Brief of Wiapa v. Solomon

Brief of Wiapa v. Solomon by Legum

Wiapa v. Solomon (1905) Ren 410

Material Facts:

The plaintiffs are members of the Nyago family and claim title to certain lands on the grounds that their predecessor, one Nto, went to the land in question many years ago and settled there at a time when the land belonged to no one. On the other hand, the defendants, one of whom is the Omanhene of Akwapim, claim title to the lands as stool lands.

Procedural History:

At the trial court, judgement was given in favour of the plaintiff. The Akwapim Stool, represented by the Omanhene, appealed.


Whether or not the lands belong to the plaintiff’s family or to the Akwapim Stool

Arguments of the Appellants (Akwapim Stool):

  1. If this land was no one’s land and was within the Akwapim country, it must have been attached to the Akwapim stool and thus belong to him.
  2. As a general principle, all unoccupied land within the territory of a paramount stool belongs to that stool.


The land on which the plaintiff’s predecessor settled was unowned and therefore stool land.

Ratio Decidendi:

Their lordships acknowledged that the principle enunciated by the appellant, that all unoccupied land within the territory of a paramount stool belongs to the stool, has been widely applied by the courts in the colony. For instance,

When Sir William Maxwell’s Concessions Bill was before the Government, there was much discussion on the subject, and must stress was properly laid upon the fact that the Courts had always held that there was no unowned land in the colony, and that all unoccupied land was attached to the adjoining stools; this was indeed the foundation argument on behalf of the native chiefs against that Bill, and the Government recognized its force by withdrawing the Bill.
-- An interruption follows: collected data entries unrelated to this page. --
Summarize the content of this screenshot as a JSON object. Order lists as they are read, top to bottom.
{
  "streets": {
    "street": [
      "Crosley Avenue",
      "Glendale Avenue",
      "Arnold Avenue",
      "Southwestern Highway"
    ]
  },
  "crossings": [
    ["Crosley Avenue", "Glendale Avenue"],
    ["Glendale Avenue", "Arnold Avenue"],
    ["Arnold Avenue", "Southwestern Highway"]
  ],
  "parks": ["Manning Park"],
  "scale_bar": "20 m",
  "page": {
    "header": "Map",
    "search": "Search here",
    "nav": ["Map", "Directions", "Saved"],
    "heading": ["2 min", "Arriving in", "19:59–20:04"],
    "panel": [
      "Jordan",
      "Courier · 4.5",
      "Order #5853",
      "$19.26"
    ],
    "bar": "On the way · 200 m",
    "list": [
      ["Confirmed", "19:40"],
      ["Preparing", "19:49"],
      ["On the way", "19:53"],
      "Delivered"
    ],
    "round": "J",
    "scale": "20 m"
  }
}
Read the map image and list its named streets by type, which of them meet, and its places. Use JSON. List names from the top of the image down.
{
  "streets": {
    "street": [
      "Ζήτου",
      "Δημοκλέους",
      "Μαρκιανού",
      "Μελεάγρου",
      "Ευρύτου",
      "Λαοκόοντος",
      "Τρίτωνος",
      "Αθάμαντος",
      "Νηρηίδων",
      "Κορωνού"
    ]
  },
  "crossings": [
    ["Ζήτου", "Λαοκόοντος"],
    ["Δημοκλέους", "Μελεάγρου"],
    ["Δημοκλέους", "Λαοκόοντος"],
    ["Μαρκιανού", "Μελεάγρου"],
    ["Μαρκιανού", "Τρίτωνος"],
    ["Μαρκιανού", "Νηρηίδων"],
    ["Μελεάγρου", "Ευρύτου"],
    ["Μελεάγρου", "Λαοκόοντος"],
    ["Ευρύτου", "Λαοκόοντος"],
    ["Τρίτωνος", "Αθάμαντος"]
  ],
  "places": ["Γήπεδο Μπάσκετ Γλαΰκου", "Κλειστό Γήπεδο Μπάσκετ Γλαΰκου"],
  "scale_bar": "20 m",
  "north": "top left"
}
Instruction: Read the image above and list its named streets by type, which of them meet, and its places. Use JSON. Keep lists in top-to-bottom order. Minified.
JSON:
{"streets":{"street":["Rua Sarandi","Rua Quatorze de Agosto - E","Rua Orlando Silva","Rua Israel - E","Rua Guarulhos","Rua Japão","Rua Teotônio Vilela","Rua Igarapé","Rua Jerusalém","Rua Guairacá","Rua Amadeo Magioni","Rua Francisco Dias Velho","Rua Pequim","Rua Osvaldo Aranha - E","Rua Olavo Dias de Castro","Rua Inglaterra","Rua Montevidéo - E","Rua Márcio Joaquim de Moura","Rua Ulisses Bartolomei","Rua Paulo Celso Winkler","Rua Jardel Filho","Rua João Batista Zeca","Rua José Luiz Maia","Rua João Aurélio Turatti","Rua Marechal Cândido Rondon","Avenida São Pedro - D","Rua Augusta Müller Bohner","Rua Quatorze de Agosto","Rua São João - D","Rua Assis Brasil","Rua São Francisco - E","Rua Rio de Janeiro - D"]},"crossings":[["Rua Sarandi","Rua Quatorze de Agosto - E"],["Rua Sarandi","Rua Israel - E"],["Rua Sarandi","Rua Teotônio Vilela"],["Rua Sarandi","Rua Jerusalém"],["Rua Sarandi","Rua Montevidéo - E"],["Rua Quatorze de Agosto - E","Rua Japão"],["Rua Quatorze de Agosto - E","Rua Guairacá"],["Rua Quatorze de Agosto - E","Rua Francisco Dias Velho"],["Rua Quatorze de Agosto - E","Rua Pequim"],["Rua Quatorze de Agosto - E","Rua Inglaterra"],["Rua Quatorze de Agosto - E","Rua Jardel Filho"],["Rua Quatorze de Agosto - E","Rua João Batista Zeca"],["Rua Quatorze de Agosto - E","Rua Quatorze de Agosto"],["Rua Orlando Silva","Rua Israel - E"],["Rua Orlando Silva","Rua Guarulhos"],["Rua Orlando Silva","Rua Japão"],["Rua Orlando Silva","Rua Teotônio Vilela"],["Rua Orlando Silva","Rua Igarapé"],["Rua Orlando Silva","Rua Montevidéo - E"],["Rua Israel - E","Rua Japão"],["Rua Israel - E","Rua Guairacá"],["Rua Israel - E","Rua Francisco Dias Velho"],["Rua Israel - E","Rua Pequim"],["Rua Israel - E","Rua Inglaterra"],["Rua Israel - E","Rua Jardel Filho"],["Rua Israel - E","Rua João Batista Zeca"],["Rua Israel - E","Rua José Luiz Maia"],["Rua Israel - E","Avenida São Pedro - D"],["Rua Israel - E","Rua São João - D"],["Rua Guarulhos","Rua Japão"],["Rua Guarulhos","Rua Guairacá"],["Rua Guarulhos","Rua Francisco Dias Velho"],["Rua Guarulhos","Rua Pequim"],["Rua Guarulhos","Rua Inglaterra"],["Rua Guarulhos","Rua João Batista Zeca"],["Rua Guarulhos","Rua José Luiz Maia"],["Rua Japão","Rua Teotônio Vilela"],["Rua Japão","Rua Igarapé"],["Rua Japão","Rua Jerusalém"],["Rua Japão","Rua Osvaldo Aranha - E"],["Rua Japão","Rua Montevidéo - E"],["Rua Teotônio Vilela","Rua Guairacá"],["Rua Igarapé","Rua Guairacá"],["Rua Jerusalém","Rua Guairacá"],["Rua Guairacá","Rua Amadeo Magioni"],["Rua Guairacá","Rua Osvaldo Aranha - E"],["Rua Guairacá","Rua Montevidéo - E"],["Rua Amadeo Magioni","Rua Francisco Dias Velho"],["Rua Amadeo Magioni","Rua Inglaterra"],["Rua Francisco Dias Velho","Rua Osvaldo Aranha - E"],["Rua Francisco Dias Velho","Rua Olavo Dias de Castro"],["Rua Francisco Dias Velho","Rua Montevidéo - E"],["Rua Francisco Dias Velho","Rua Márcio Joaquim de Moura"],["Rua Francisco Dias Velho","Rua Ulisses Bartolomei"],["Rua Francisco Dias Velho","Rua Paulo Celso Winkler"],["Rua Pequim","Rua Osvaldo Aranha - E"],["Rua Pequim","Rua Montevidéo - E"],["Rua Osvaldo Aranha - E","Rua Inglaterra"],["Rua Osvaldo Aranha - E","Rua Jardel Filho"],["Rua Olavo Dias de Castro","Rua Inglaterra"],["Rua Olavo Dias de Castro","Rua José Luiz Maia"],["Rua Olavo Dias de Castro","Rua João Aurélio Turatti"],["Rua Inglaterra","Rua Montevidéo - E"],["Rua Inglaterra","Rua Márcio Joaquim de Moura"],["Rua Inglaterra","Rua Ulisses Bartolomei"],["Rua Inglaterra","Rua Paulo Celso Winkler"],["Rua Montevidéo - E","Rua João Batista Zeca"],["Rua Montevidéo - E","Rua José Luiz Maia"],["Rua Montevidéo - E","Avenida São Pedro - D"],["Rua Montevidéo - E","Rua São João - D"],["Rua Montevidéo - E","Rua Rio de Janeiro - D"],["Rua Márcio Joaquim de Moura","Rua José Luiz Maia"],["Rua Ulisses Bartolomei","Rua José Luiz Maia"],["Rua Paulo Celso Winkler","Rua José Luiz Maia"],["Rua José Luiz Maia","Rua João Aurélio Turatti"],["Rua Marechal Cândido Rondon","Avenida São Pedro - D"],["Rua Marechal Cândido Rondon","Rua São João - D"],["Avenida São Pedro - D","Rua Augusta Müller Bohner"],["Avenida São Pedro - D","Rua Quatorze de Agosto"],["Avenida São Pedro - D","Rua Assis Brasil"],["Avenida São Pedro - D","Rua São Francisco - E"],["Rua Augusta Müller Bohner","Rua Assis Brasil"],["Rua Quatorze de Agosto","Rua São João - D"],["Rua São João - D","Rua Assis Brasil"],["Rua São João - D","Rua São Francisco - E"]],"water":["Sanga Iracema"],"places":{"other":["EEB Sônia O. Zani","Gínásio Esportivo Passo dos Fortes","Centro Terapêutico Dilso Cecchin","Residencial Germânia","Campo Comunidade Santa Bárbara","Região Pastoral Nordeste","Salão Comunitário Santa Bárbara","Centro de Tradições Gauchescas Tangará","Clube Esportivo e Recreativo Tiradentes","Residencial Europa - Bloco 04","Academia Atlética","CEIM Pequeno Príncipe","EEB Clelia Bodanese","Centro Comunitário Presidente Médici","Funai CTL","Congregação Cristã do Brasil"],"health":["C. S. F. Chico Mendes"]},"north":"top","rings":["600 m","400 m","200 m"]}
However, this principle has been modified, and it cannot be said at all times that all unoccupied lands are stool lands because sub-stools, families, and individuals may also own such lands. Griffith C.J. explained:

Though the principle obtains that all the unowned land under the authority of a paramount stool belongs to such stool, in practice this is much modified, at any rate in the Eastern parts of the colony. In these parts each subordinate stool has attached to it large portions of land, apparently carved out of the territory originally belonging to the paramount stool; similarly, families have large tracts of land carved out of the subordinate stool lands, and finally, we get down to individuals with private worship of particular parts of the family land; or private individuals may have part of the stool land not being family land. Any unoccupied land within the recognized boundaries of the subordinate stool land or the family land or private land would, of course, belong to the subordinate stool, or the family, or the private individual as the case may be; but any unoccupied land not being a part of th e land of a subordinate stool or family, or a private person would be attached to the paramount stool.

Thus, even if land is unoccupied yet falls within the recognised boundaries of a sub-stool, family land, or private land, it will be held to still belong to the sub-stool, family, or individual, respectively, and not the stool. However, when land is unoccupied and also not within the boundaries of the lands belonging to a sub-stool, family, or individual, it can be said to belong to or be attached to the paramount stool.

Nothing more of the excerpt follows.